An altercation ensued and Mr Bennetti twisted her daughter’s arm, breaking it, the witness said.

Her daughter, with her plastered left arm in a sling, testified that she had told her mother he had called her “pig” and her mother confronted Mr Bennetti.

“He tried to hit her and I went between the two and started hitting him. He grabbed my arm and twisted it back and I hit him with my other hand.”

Ms Joyce admitted that her daughter and Mr Bennetti did not see eye-to-eye and that she had told him that he needed to work on that relationship for theirs to work.

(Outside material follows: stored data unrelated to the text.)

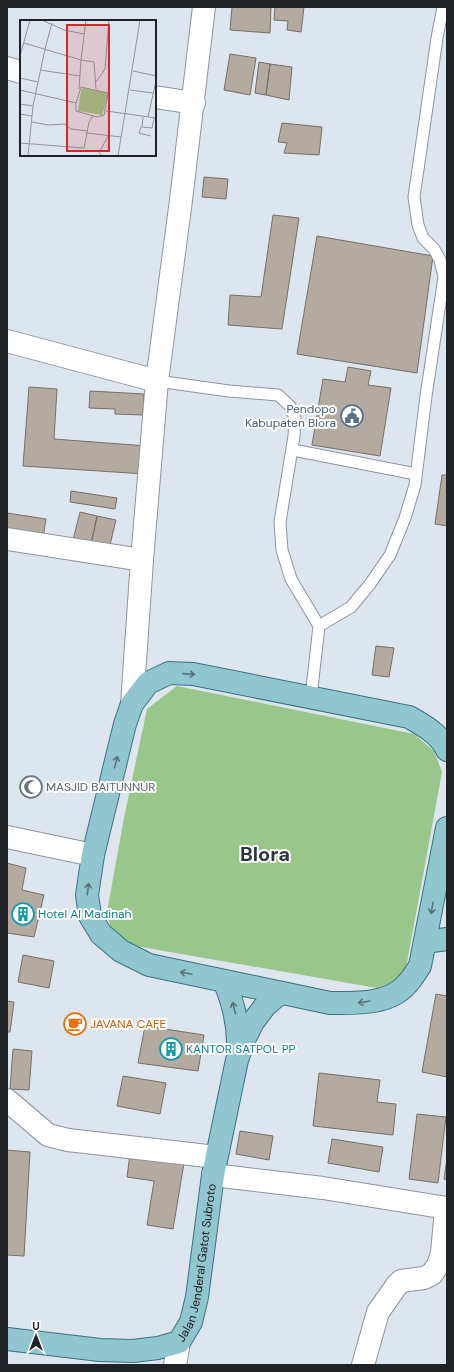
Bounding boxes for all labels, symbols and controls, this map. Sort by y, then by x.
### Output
inset map [20,20,156,156]
place label: Pendopo Kabupaten Blora [245,401,336,431]
public building icon: Pendopo Kabupaten Blora [339,403,365,429]
one-way arrow [182,671,195,678]
one-way arrow [112,756,120,769]
mosque icon: MASJID BAITUNNUR [18,774,44,800]
place label: MASJID BAITUNNUR [46,779,155,795]
district label: Blora [240,841,290,867]
one-way arrow [84,883,92,896]
building icon: Hotel Al Madinah [10,901,36,927]
one-way arrow [427,901,435,914]
place label: Hotel Al Madinah [38,906,132,922]
one-way arrow [180,969,193,977]
one-way arrow [358,998,371,1006]
one-way arrow [230,1002,237,1015]
cafe icon: JAVANA CAFE [62,1011,88,1037]
place label: JAVANA CAFE [90,1016,167,1032]
building icon: KANTOR SATPOL PP [158,1036,184,1062]
place label: KANTOR SATPOL PP [186,1041,296,1057]
street label: Jalan Jenderal Gatot Subroto [173,1183,220,1345]
north arrow [16,1316,56,1356]
text: U [32,1319,40,1333]

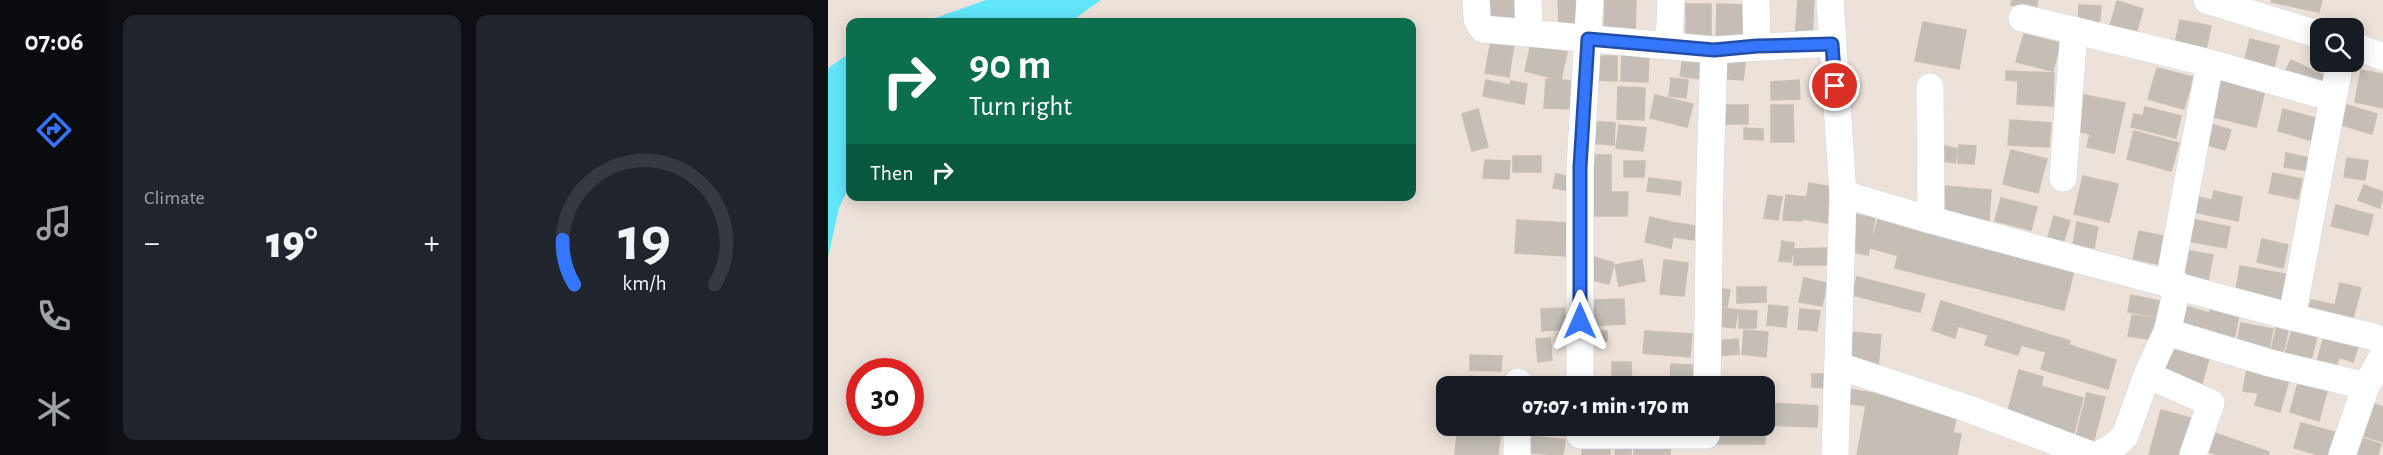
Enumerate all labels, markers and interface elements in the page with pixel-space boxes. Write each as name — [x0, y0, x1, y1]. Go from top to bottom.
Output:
map controls — [2310, 18, 2364, 72]
button: search — [2310, 18, 2364, 72]
text: 07:06 — [24, 28, 84, 55]
icon: right — [870, 42, 948, 120]
text: 90 m — [969, 44, 1051, 86]
pin — [1809, 60, 1860, 111]
icon: arrive — [1818, 69, 1851, 102]
text: Turn right — [969, 93, 1072, 120]
icon: directions — [33, 109, 75, 151]
icon: right — [926, 156, 959, 189]
text: Then — [870, 162, 914, 184]
text: Climate — [144, 188, 205, 208]
icon: music — [33, 202, 75, 244]
text: 19 — [618, 209, 671, 271]
text: 19° — [266, 221, 318, 266]
text: − — [144, 227, 160, 260]
text: + — [424, 227, 440, 260]
text: km/h — [622, 273, 666, 294]
position arrow — [1548, 289, 1612, 353]
icon: phone — [33, 295, 75, 337]
speed limit sign: 30 — [846, 358, 924, 436]
icon: climate — [33, 388, 75, 430]
text: 07:07 · 1 min · 170 m — [1522, 395, 1689, 417]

She told the magistrate that, about a month ago, she had decided to go Ireland for two weeks for Christmas to see her 14-year-old son, who was living with her sister. However, she eventually decided that she would be moving there permanently.

On being questioned by lawyer Noel Bartolo, who appeared for Mr Bennetti as legal aid, Ms Joyce said that just before the argument, she had told her partner that her daughter suggested selling his possessions to get money.

“She said that because, about three years ago, when we lived in Ireland, he had taken her laptop and other possessions and sold them to get money to come to Malta,” she said.

When asked by Magistrate Depasquale whether she was willing to forgive him, shedding tears, Ms Joyce said: “Not right now, no. I’m very angry and very upset and want to go home.”

Mr Bennetti was granted bail. Police Inspector Gabriel Micallef prosecuted.